Based on interview and record review, the hospital (Hospital A) failed to ensure the Emergency Department (ED) followed regulations for transfer of one out of 46 sampled patients (9) when Patient 9 was transferred to another hospital (Hospital B) without Hospital B's acceptance, which had the potential to result in Hospital B not having the capacity or capability to treat Patient 9's medical condition.

Findings:

The clinical record for Patient 9 from Hospital A was reviewed. The ED physician notes dated 1/24/14, indicated Patient 9 presented to the ED with infections to his face and left leg. Patient 9 had stated to ED Medical Doctor (MD) 8 that the symptoms of wound drainage and pain was constant and worsening. MD 8 determined Patient 9 required the specialized services of an orthopedic physician but none were available at Hospital A so he wanted to transfer him to Hospital B. MD 8 charted: "I discussed care with the house supervisor/bed supervisor at (Hospital B) to try to coordinated appropriate higher level of care...disposition has not been made at this point."

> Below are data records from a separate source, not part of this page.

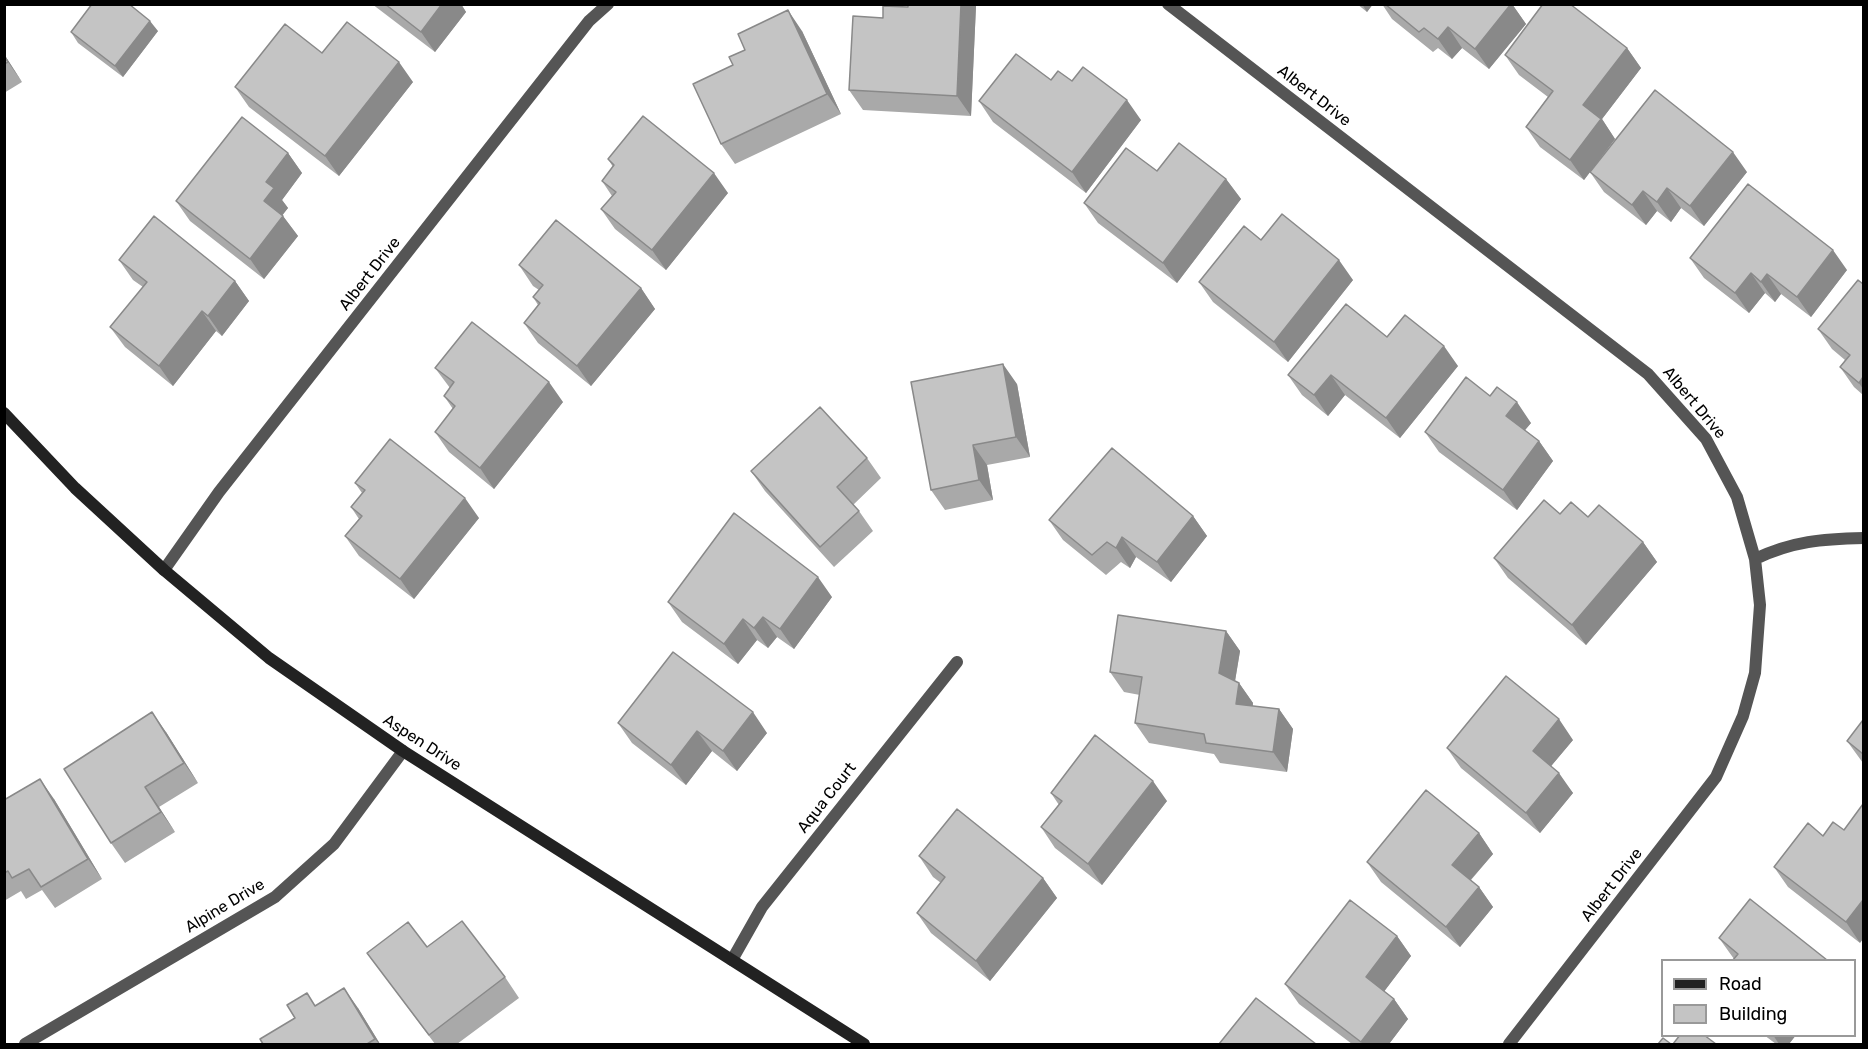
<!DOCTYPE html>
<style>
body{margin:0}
#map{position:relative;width:1868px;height:1049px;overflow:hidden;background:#fff;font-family:Rubik,sans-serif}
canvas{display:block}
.frame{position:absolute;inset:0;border:6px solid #000;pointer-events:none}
.legend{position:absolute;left:1661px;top:959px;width:195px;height:78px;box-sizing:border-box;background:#fff;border:2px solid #999;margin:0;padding:8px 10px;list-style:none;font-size:18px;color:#000}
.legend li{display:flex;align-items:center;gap:12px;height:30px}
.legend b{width:30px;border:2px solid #999}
</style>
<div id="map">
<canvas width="1868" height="1049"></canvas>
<div class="frame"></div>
<ul class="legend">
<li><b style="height:8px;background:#222"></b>Road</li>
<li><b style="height:16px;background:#c4c4c4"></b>Building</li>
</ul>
</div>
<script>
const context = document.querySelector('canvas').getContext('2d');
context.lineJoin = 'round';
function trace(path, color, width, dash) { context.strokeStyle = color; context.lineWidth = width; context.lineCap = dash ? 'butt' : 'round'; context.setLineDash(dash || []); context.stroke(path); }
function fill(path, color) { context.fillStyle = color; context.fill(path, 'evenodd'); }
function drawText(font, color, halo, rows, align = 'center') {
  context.font = font + ' Rubik,sans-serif'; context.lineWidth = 5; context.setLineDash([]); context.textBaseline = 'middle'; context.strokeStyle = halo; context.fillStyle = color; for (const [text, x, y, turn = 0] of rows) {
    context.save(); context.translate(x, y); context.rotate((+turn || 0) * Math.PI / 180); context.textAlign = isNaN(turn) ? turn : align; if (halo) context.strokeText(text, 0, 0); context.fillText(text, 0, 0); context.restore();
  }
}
trace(new Path2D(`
 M1168,4L1648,374L1706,439L1737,497L1755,559L1760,605L1755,673L1743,716L1716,777L1509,1044
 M1755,559C1793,541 1822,539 1864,538
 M164,570L219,492L589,21L608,4
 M732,960L762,907L957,662
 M25,1044L275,897L334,844L403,751`), '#555', 12);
trace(new Path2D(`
 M4,413L75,488L164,570L269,658L403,751L864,1044`), '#222', 12);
fill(new Path2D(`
 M372,4H461L466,12L435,52Z
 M1357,4H1373L1367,12Z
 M1382,4H1512L1526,24L1489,69L1462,48L1452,59L1438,48L1433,52L1392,19Z
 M976,6L971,116L863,110L849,90L883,18L908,7Z
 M158,31L123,77L78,43L71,32Z
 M802,31L841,114L735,164L721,144L733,65Z
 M1627,48L1641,68L1602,119L1615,139L1593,168L1747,172L1704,226L1681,208L1671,222L1657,211L1646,225L1604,192L1590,172L1584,180L1540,147L1526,127L1548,97L1519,75L1505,55Z
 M322,53L413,82L339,176L249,107L235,87Z
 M4,54L22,82L4,93Z
 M1051,80L1072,81L1141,120L1086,193L993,122L979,101Z
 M288,153L302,173L282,200L288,208L282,215L298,236L264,279L190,221L176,201Z
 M608,159L728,193L666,270L615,229L601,209L612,196L602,181L613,167Z
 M1157,171L1226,179L1241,199L1177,283L1098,223L1084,203Z
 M1261,240L1353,280L1288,362L1213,302L1199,282Z
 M1690,258L1847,270L1811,317L1781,294L1775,302L1765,293L1749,313L1704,278Z
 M119,260L235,281L249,301L222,336L216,331L173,386L125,347L110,327L143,287L133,280Z
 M519,265L641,288L655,309L591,386L538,343L524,323L538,305L533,297L539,290L533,286Z
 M1863,284V395L1854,387L1840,367L1845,360L1832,349L1818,329Z
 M1387,337L1458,366L1400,438L1345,395L1328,416L1302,395L1288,375Z
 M435,368L563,402L494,489L449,452L435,432L453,409L444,396L450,388Z
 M1017,384L1030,457L987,465L993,500L945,510L931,490Z
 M1490,396L1531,423L1525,430L1539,441L1553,461L1517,510L1439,452L1425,432Z
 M867,458L881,478L853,505L859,511L873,531L834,567L765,491L751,471Z
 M355,483L479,518L414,599L359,556L345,536L359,519L351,507L362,493Z
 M1560,514L1588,517L1643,542L1657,562L1586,645L1508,578L1494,558Z
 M1193,516L1207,536L1171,582L1136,557L1130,568L1121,562L1106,575L1063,540L1049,520Z
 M832,597L794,649L777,637L768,648L757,640L738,664L682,622L668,602Z
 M1226,631L1240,651L1235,681L1239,683L1253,703V706L1279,709L1293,729L1287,772L1220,763L1214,754L1149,743L1135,723L1140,695L1124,692L1110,672Z
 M1863,720V763L1847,741Z
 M618,723L767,733L737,771L712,751L686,785L632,743Z
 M166,732L198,783L159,807L175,832L125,863L111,843Z
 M1573,740L1551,766L1573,793L1540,833L1461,768L1447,748Z
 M1051,793L1167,801L1102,885L1055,848L1041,827L1059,805Z
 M54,799L102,879L55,908L42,890L26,899L21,891L4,901V800Z
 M1479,833L1493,854L1471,880L1479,887L1493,907L1460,947L1381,882L1367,862Z
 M1823,836L1860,943L1788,887L1774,867Z
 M919,856L1043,878L1057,898L990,981L931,933L917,913L941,883L933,877Z
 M1397,936L1411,956L1384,991L1394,999L1408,1019L1389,1044H1352L1299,1004L1285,984Z
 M1719,938L1827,960L1734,959Z
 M427,947L505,977L519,998L457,1044H435L367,953Z
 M316,1005L358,1008L380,1044H263Z
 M1764,1035H1796L1789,1044H1776Z`), '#a9a9a9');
fill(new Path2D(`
 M442,4H461L466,12L435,52L421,32Z
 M961,4H975L976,6L971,116L957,96Z
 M1362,4H1373L1367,12Z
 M1511,4H1512L1526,24L1489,69L1475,49Z
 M788,10L802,31L841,114L827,94Z
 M150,21L158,31L123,77L115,66Z
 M1448,27L1462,48L1452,59L1438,39Z
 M1627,48L1641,68L1602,119L1615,139L1584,180L1570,160L1583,105Z
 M4,54L22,82L8,62L4,56Z
 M399,62L413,82L339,176L325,156Z
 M1127,100L1141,120L1086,193L1072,172Z
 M1733,152L1747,172L1704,226L1690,206Z
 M288,153L302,173L282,200L288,208L278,221L264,201L266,182Z
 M714,173L728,193L666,270L652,250Z
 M1226,179L1241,199L1177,283L1163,263Z
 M1667,188L1681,208L1671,222L1657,202Z
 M1643,191L1657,211L1646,225L1632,205Z
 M283,216L298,236L264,279L250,259Z
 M1833,250L1847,270L1811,317L1797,297Z
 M1339,260L1353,280L1288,362L1274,342Z
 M1751,273L1765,293L1749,313L1735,293Z
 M1767,274L1781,294L1775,302L1761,282Z
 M235,281L249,301L222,336L208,316Z
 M641,288L655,309L591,386L577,366Z
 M202,311L216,331L173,386L159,366Z
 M1444,346L1458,366L1400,438L1386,418Z
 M1003,364L1017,384L1030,457L1016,437Z
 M1331,375L1345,395L1328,416L1314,395Z
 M1863,377V389L1859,383Z
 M549,382L563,402L494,489L480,468Z
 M1517,402L1531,423L1520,436L1506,416Z
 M1539,441L1553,461L1517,510L1503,490Z
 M973,445L987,465L993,500L979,480Z
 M465,498L479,518L414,599L400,579Z
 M1193,516L1207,536L1171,582L1157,562Z
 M1122,537L1136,557L1130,568L1116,548Z
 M1643,542L1657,562L1586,645L1572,625Z
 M818,577L832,597L794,649L780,629Z
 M763,617L777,637L768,648L754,628Z
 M743,619L757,640L738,664L724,644Z
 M1226,631L1240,651L1233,693L1219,673Z
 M1239,683L1253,703L1250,724L1236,704Z
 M1279,709L1293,729L1287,772L1273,752Z
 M152,712L166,732L198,783L184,763Z
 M753,712L767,733L737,771L723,751Z
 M1559,719L1573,740L1547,771L1533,751Z
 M697,731L712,751L686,785L671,765Z
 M1559,773L1573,793L1540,833L1526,813Z
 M40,779L54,799L102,879L88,859Z
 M1153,781L1167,801L1102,885L1088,864Z
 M145,787L159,807L175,832L161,812Z
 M1479,833L1493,854L1466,885L1452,865Z
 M1043,878L1057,898L990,981L976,961Z
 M1479,887L1493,907L1460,947L1446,927Z
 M1863,900V939L1860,943L1846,922Z
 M1397,936L1411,956L1380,997L1366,977Z
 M344,988L358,1008L380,1044H379L375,1039Z
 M1394,999L1408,1019L1389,1044H1363L1361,1042Z
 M1773,1035H1796L1789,1044H1779Z`), '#898989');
const building = new Path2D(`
 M92,4H129L150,21L115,66L71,32Z
 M385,4H442L421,32Z
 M908,4H961L957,96L849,90L853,16L883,18V6L908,7Z
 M1385,4H1511L1475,49L1448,27L1438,39L1424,28L1419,32Z
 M1543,4H1570L1627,48L1583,105L1601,119L1570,160L1526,127L1553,91L1505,55Z
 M788,10L827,94L721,144L693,84L733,65L729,57L745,50L738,34Z
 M347,22L399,62L325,156L235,87L285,24L322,53Z
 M1016,54L1051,80L1058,71L1072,81L1083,67L1127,100L1072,172L979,101Z
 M4,56L8,62L4,64Z
 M1655,90L1733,152L1690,206L1667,188L1657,202L1643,191L1632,205L1590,172Z
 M643,116L714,173L652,250L601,209L616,192L602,181L614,165L608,159Z
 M242,117L288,153L266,182L274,188L264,201L283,216L250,259L176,201Z
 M1179,143L1226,179L1163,263L1084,203L1126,148L1157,171Z
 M1748,184L1833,250L1797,297L1767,274L1761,282L1751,273L1735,293L1690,258Z
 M1282,214L1339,260L1274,342L1199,282L1244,226L1261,240Z
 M154,216L235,281L208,316L202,311L159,366L110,327L147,282L119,260Z
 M556,220L641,288L577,366L524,323L540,303L533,297L543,285L519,265Z
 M1858,280L1863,284V377L1859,383L1840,367L1850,355L1818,329Z
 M1346,304L1387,337L1405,315L1444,346L1386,418L1331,375L1314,395L1288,375Z
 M472,322L549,382L480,468L435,432L455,406L444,396L454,382L435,368Z
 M1003,364L1016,437L973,445L979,480L931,490L911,382Z
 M1466,377L1490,396L1497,387L1517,402L1506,416L1539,441L1503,490L1425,432Z
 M820,407L867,458L837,487L859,511L820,547L751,471Z
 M390,439L465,498L400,579L345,536L362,516L351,507L365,490L355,483Z
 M1112,448L1193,516L1157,562L1122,537L1116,548L1107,542L1092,555L1049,520Z
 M1544,500L1560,514L1571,502L1588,517L1599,505L1643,542L1572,625L1494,558Z
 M734,513L818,577L780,629L763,617L754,628L743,619L724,644L668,602Z
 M1118,615L1226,631L1219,673L1239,683L1236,704L1279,709L1273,752L1206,743L1204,734L1135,723L1142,677L1110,672Z
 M673,652L753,712L723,751L697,731L671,765L618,723Z
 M1506,676L1559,719L1533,751L1559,773L1526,813L1447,748Z
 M152,712L184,763L145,787L161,812L111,843L64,769Z
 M1863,720V754L1847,741Z
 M1095,735L1153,781L1088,864L1041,827L1062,801L1051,793Z
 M40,779L88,859L41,887L29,869L12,878L8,871L4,873V800Z
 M1426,790L1479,833L1452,865L1479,887L1446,927L1367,862Z
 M1863,804V900L1846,922L1774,867L1808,823L1823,836L1833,822L1844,830Z
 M957,809L1043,878L976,961L917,913L945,877L919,856Z
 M1750,899L1827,960H1733L1738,954L1719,938Z
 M1350,900L1397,936L1366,977L1394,999L1361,1042L1285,984Z
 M462,921L505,977L429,1035L367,953L408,922L427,947Z
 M344,988L375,1039L367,1044H263L260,1039L295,1018L287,1005L307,993L315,1006Z
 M1256,998L1316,1044H1219Z
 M1680,1035H1704L1716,1044H1673Z
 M1663,1038L1671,1044H1658Z`);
fill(building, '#c4c4c4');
trace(building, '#898989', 1.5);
drawText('16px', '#000', '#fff', [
 ["Albert Drive",1314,96,38],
 ["Albert Drive",370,274,-52],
 ["Albert Drive",1694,403,50],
 ["Aspen Drive",422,743,33],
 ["Aqua Court",827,798,-52],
 ["Albert Drive",1612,885,-52],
 ["Alpine Drive",225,906,-31]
]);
</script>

During a concurrent interview with the ED Director (EDD) and review of the clinical record for Patient 9 on 2/24/14, at 3:45 PM, he verified the clinical record did not indicate if Hospital B had accepted Patient 9, to include date, time, and person accepting the patient. The EDD verified a nursing note written by Clerk C on 1/24/14, at 6:23 AM, read "Spoke to (Transfer coordinator's name) at (Hospital B) and was notified there isnt (isn't) any beds available at this moment." The EDD verified the transfer summary form for Patient 9 had the person accepting for the hospital as MD 9, not the transfer coordinator.

The clinical record from Hospital B for Patient 9 was reviewed. The History and Physical, dated 1/24/14, indicated Patient 9 had, at the time of transfer, infected wounds to his upper thigh, left cheek, right elbow, and right forearm. These wounds were sustained from multiple gunshot wounds approximately one month prior. The discharge summary dated 1/27/14, indicated Patient 9 had diagnoses of left thigh wound infection, facial infection, a new-onset diabetes, and during surgery, a bullet was removed from his left buttock.

During an interview with Quality Manager 1 at Hospital B on 2/26/14, at 2 PM, she stated after reviewing the transfer logs and records, there was no indication found that Hospital A contacted Hospital B for the transfer of Patient 9.

The policy and procedure for Hospital A titled "Patient Transfer" dated 1/23/13, read under 6.b "The Hospital will confirm with the receiving facility that it has the capability and capacity (such as available beds and qualified personnel) to treat the individual, and has agreed to accept the transfer. The Hospital should contact the receiving facility before contacting an accepting physician. If the receiving facility has established a transfer center or central number for processing requests for transfers, the Hospital should contact the transfer center or use the central number. The name of the person accepting the transfer on behalf of the receiving facility and the time of acceptance should be documented in the medical record. Transfer of an individual whose emergency medical condition is stabilized...A stabilized individual may be transferred upon the request of the individual, a pre-arranged transfer with a receiving facility...The Hospital will document the acceptance of the individual by the receiving facility in accordance with paragraph 6.b above."